Task directions - Pick out every line in the data below that holds "webkit".

Source material -

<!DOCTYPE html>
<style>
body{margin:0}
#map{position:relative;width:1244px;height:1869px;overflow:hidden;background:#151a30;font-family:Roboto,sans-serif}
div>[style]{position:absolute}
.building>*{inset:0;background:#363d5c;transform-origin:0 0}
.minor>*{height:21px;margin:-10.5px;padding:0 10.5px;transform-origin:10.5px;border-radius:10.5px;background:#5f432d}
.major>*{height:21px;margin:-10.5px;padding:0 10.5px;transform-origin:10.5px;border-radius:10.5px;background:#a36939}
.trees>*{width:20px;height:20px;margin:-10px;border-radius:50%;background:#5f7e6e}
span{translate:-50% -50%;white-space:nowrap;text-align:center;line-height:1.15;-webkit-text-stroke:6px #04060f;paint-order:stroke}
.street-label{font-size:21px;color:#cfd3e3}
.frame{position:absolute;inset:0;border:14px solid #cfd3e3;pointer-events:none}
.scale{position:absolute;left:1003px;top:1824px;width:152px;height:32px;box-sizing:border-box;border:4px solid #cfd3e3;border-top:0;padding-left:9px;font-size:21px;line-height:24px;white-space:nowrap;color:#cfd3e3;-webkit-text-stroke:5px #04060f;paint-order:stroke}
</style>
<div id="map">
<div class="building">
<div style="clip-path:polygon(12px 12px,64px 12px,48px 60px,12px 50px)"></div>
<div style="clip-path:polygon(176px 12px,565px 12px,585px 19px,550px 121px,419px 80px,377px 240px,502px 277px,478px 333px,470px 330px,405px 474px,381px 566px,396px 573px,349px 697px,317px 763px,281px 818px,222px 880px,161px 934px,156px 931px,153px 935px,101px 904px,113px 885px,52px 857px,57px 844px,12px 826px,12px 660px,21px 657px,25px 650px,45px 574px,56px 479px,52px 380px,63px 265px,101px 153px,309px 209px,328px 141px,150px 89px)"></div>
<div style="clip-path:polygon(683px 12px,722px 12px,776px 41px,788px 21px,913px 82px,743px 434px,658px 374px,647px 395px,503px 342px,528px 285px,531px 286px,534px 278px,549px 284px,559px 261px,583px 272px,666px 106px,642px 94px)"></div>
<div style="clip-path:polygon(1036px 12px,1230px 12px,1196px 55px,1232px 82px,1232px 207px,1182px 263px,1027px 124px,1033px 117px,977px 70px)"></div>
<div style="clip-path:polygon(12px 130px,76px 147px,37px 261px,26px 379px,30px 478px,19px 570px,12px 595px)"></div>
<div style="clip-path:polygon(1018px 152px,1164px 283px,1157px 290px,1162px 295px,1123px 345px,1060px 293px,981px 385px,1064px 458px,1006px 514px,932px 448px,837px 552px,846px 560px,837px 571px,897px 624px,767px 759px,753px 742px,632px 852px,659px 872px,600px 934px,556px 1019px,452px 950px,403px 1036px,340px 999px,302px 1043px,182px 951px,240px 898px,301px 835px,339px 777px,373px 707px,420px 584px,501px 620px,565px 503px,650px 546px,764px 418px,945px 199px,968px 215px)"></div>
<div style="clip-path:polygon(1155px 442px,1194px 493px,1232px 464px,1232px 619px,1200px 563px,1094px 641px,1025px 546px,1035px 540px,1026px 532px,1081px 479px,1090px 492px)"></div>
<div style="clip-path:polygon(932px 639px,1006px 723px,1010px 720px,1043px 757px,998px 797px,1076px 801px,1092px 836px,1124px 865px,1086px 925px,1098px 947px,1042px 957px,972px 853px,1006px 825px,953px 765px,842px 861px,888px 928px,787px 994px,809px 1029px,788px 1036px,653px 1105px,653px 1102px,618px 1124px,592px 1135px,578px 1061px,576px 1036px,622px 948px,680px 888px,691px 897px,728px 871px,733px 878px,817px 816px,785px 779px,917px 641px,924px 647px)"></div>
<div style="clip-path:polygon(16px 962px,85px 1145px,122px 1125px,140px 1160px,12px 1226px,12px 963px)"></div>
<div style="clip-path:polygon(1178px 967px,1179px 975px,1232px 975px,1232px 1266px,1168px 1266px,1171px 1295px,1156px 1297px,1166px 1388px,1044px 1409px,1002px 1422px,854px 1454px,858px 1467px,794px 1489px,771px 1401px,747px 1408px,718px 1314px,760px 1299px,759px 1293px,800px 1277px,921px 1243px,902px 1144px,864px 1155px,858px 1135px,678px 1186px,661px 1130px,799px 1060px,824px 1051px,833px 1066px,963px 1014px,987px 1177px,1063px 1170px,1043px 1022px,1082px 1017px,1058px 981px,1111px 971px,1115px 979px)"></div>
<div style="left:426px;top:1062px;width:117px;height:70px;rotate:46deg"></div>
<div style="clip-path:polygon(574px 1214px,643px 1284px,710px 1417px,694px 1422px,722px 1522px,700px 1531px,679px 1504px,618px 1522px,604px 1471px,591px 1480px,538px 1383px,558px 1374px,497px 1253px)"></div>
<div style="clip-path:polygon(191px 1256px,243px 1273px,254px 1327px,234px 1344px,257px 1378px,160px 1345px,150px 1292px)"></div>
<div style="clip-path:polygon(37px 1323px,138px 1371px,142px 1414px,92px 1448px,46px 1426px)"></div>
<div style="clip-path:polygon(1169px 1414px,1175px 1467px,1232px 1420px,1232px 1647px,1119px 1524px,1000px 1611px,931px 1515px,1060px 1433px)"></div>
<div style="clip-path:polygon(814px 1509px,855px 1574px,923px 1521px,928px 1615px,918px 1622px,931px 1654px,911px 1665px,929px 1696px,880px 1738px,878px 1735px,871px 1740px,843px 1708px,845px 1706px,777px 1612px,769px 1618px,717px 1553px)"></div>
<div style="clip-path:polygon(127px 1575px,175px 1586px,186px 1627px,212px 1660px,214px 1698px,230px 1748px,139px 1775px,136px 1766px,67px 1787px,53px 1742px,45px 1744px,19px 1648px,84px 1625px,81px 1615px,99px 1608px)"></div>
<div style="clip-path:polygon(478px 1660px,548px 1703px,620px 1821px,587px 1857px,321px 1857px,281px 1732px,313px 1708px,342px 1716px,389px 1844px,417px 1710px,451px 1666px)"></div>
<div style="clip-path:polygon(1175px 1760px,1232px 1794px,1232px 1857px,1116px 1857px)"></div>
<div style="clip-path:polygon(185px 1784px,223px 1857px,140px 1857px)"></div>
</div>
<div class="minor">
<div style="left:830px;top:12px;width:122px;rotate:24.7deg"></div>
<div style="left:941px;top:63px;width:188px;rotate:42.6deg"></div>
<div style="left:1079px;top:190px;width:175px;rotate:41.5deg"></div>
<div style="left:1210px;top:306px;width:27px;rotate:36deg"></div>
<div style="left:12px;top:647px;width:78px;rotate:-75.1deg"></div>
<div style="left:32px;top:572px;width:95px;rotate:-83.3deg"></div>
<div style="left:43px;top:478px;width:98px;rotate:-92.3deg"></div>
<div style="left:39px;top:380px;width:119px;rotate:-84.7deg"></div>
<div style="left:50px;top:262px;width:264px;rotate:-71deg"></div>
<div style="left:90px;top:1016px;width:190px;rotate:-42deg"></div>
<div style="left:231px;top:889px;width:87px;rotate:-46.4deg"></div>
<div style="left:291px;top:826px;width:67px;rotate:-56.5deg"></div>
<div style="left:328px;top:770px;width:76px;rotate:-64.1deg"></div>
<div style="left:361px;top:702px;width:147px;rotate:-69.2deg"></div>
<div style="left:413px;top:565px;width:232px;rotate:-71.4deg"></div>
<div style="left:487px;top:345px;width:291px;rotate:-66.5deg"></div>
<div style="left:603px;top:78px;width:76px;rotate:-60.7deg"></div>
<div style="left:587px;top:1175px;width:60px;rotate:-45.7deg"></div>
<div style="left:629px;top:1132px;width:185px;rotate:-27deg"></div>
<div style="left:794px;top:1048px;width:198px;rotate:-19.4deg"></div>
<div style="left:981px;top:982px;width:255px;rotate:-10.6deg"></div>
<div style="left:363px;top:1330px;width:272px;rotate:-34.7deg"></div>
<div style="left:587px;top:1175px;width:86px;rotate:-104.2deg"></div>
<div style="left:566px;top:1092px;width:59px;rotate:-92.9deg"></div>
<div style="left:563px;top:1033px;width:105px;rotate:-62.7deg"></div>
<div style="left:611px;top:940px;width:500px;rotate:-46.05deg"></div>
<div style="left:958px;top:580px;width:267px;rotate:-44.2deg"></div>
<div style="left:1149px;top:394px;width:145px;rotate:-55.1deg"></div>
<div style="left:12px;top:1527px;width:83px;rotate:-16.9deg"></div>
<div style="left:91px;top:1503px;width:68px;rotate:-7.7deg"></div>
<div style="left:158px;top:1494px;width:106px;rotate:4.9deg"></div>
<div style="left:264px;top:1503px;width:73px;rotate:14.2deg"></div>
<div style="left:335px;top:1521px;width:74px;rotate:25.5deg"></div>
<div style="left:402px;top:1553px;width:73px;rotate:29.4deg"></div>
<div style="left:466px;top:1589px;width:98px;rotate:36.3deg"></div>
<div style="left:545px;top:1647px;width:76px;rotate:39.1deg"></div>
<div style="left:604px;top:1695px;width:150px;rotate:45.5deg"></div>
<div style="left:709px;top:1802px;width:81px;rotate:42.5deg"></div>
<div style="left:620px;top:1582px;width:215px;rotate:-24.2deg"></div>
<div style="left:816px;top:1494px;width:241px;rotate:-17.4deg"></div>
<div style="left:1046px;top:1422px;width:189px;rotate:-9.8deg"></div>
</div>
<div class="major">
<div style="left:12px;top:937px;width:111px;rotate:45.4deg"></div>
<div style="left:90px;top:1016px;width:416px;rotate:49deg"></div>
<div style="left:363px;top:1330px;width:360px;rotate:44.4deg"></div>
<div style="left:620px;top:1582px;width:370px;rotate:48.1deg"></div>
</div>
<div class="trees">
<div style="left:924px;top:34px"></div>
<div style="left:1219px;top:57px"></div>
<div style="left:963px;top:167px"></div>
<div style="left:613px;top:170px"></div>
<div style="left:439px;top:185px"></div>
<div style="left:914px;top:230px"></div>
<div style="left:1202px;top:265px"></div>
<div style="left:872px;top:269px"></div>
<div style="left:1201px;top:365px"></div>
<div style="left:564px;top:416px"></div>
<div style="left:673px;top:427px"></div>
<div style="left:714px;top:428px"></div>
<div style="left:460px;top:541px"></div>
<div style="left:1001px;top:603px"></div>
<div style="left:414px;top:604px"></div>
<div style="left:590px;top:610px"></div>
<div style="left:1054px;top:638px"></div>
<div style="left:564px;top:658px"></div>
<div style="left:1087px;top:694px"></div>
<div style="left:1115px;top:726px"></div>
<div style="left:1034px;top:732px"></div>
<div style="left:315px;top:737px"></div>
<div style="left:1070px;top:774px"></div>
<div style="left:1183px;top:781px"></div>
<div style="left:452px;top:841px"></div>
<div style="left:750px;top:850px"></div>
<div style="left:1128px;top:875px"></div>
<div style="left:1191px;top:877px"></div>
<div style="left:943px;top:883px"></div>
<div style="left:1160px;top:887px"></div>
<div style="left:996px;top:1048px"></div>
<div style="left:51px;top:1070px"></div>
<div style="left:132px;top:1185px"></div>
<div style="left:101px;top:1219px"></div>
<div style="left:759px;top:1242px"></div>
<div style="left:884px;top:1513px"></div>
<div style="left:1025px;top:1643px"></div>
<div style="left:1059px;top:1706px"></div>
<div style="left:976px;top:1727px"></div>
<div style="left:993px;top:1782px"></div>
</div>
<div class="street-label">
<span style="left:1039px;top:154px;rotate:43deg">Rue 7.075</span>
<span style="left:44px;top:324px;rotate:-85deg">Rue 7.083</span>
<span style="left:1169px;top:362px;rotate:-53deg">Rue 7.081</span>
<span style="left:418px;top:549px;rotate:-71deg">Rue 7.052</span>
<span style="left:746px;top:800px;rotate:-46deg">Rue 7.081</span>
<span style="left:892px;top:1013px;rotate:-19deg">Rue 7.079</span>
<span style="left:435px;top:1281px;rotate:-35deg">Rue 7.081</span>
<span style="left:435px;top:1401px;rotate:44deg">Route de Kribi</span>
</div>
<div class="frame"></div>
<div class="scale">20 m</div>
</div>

Response to this exercise -
span{translate:-50% -50%;white-space:nowrap;text-align:center;line-height:1.15;-webkit-text-stroke:6px #04060f;paint-order:stroke}
.scale{position:absolute;left:1003px;top:1824px;width:152px;height:32px;box-sizing:border-box;border:4px solid #cfd3e3;border-top:0;padding-left:9px;font-size:21px;line-height:24px;white-space:nowrap;color:#cfd3e3;-webkit-text-stroke:5px #04060f;paint-order:stroke}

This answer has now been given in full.